Alun Davies is to co-chair the advisory group of disabled people. He tells Natalie Valios his views on improving services

“Iam proud to be a disabled person – I’m proud of every bit of me, including the fact that my eyes don’t work. That’s as much a part of my being as that I’m rotund, 42 and going grey.”

This attitude perhaps explains in part why Alun Davies was picked to co-chair an advisory group of disabled people with Bruce Calderwood, director of the Office for Disability Issues. It has the task of looking at the who, what and how of setting up a national forum to represent the interests of disabled people. It has until September to report back, and the aim is to have the forum established by the end of the year.

The starting point for this work came 18 months ago in the government’s disability strategy Improving the Life Chances of Disabled People. The proposal to set up a forum to improve the involvement of and engagement with disabled people and government was a key recommendation in the Life Chances report.

Davies says: “So far we have looked at whether it is going to be a representative body – there is always tension about who should represent disabled people, should it just be them or should carers and professionals also be consulted – the experience and skills members might need and its structure.”

As for its name, “that in itself will take some hours to debate”. Whatever its name, Davies is clear that the forum must not be just another talking shop. “I am committed to making sure that the advisory group I’m part of sets out ideas for the forum to develop a new relationship between government and disabled people.

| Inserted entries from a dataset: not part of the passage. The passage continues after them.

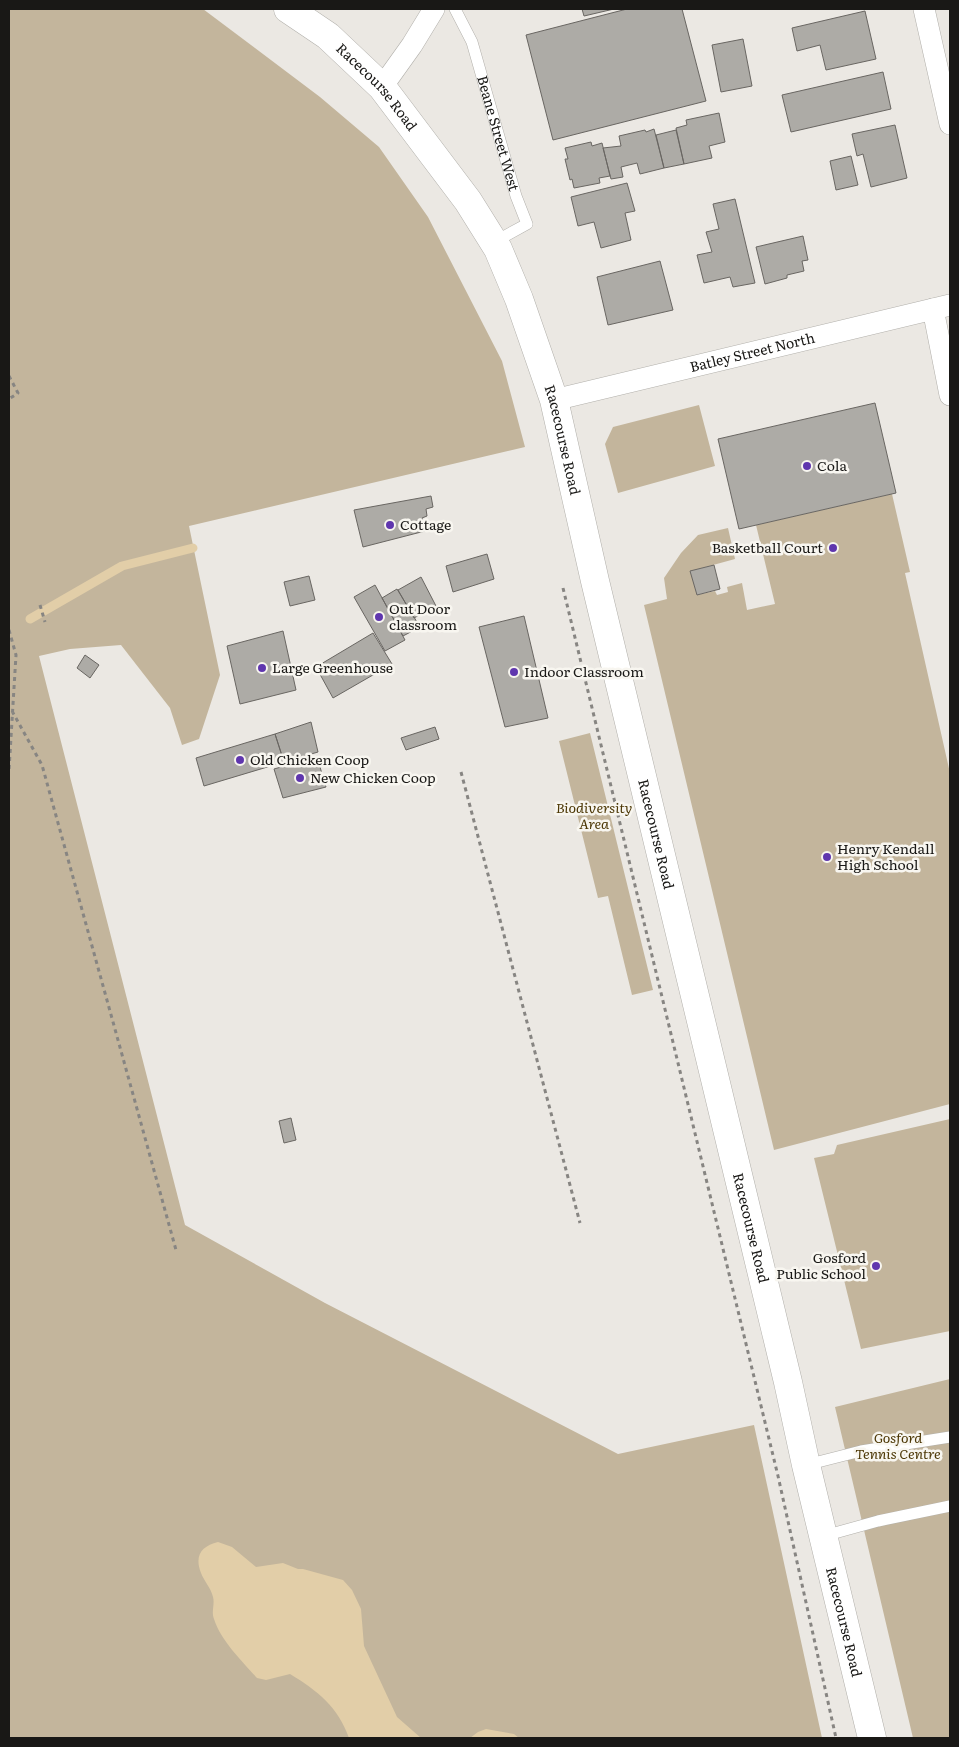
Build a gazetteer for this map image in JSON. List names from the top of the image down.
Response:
{
  "streets": {
    "main road": ["Racecourse Road"],
    "street": ["Batley Street North"],
    "lane": ["Beane Street West"]
  },
  "crossings": [
    ["Racecourse Road", "Beane Street West"],
    ["Racecourse Road", "Batley Street North"]
  ],
  "parks": ["Biodiversity Area", "Gosford Tennis Centre"],
  "places": [
    "Cola",
    "Cottage",
    "Basketball Court",
    "Out Door classroom",
    "Large Greenhouse",
    "Indoor Classroom",
    "Old Chicken Coop",
    "New Chicken Coop",
    "Henry Kendall High School",
    "Gosford Public School"
  ]
}
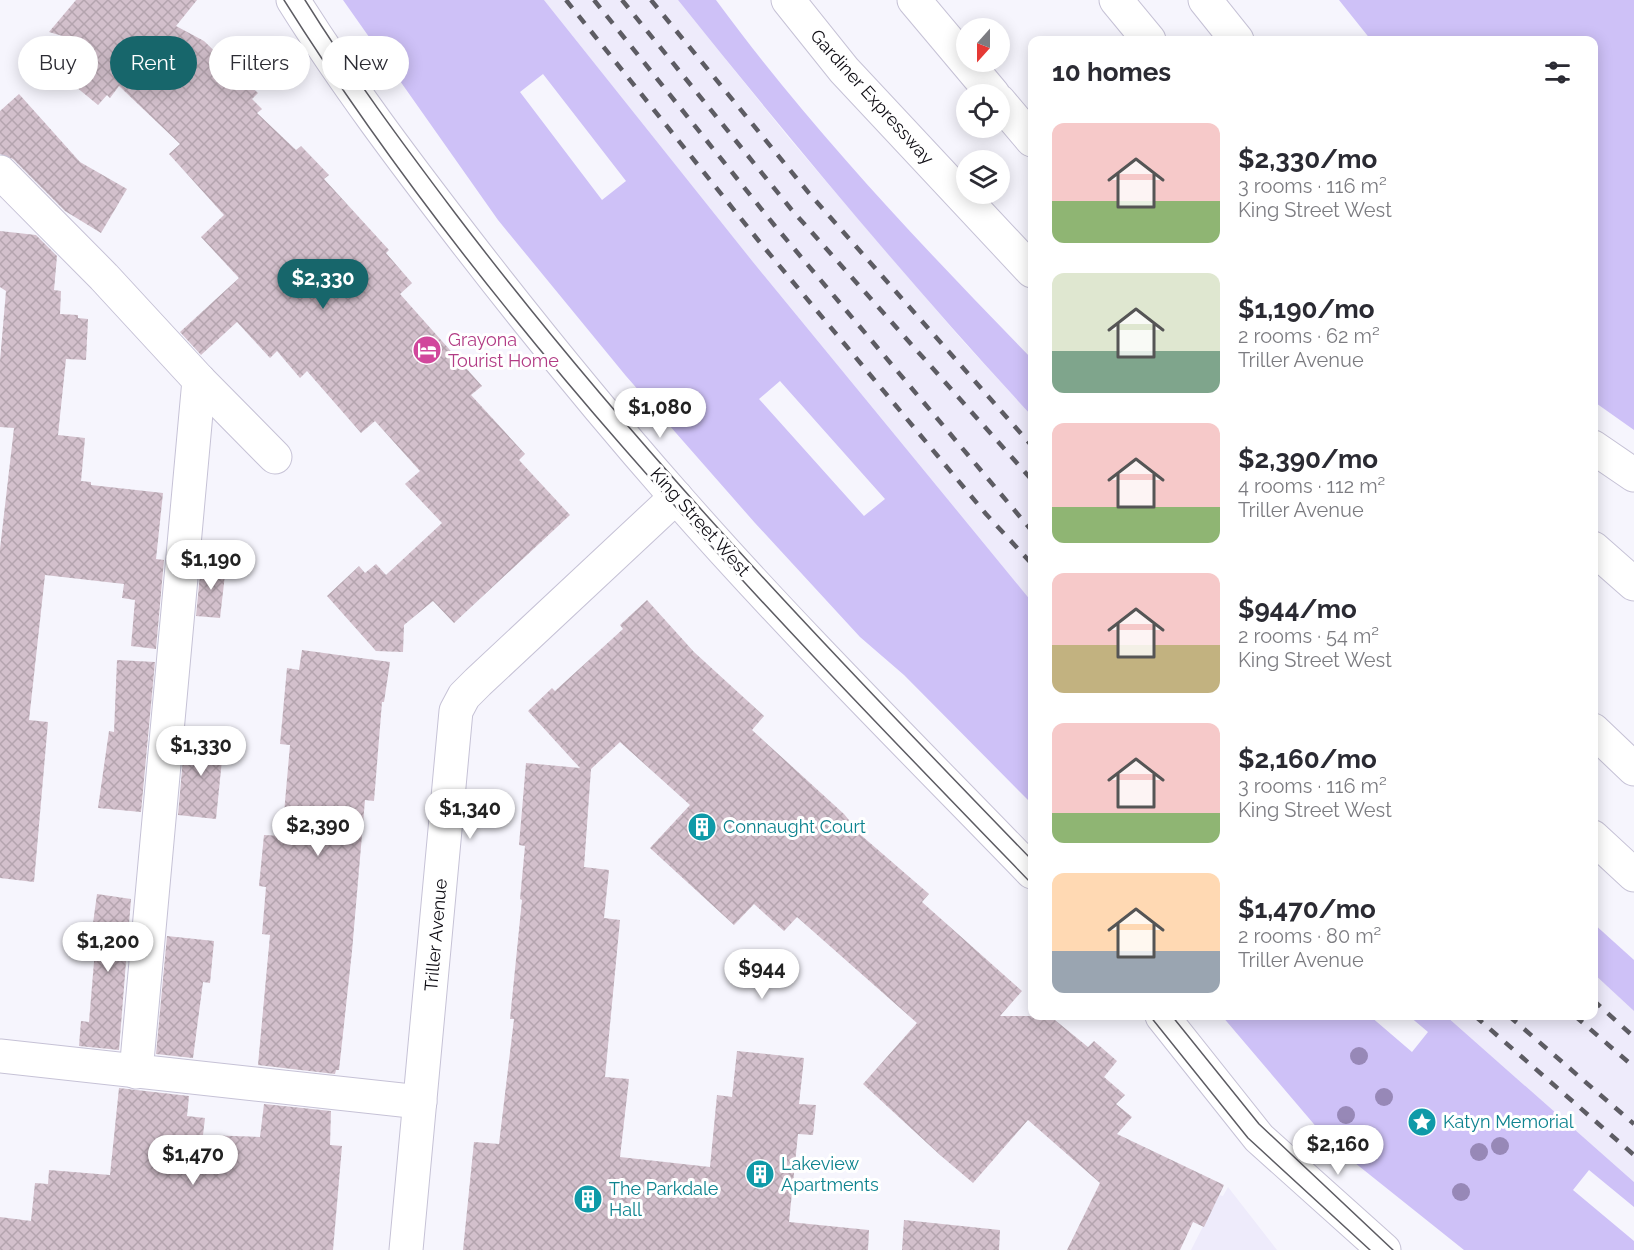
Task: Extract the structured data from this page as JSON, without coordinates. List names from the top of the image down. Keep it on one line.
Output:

The basis of this relationship would in my mind be a genuine two-way conversation based on the belief that disabled people are in a better position than anyone else to discuss with government how it can deliver on its commitment of equality within a generation.”

Exactly how this will be achieved is still to be worked out, but Davies is also clear that for him the forum, however it is structured, must look to involve the widest range of disabled people. It will have some of the “usual suspects”, but must in his mind be as broad as possible. The recruitment process for the forum is likely to begin in the summer, and Davies is keen for as many disabled people as possible to apply.

Davies himself doesn’t have a problem getting his views heard. A long-time “voice on disability”, he has been a disability activist for almost 20 years, interrupted by two years working as a social worker for disabled children. He is currently planning manager, adult social services and housing for North Somerset Council.

“I was the archetypal political activist, doing committee work, lobbying, trying to get the government to change policies.”

Davies lost his sight when he was 14. He was moved from a mainstream school to a segregated special school for children with a visual impairment, but he feels that this harmed him rather than helped.

“In one, the worst remark was to call someone blind – even though it was a school for blind boys. The boys tried to be ‘normal’ so would go into town without their white canes because they didn’t want to be seen as a negative stereotype.”

The school environment made Davies think of himself as a sighted person who couldn’t see. But he had to reassess his status when he re-entered the real world at university and had to start thinking of himself as a blind person.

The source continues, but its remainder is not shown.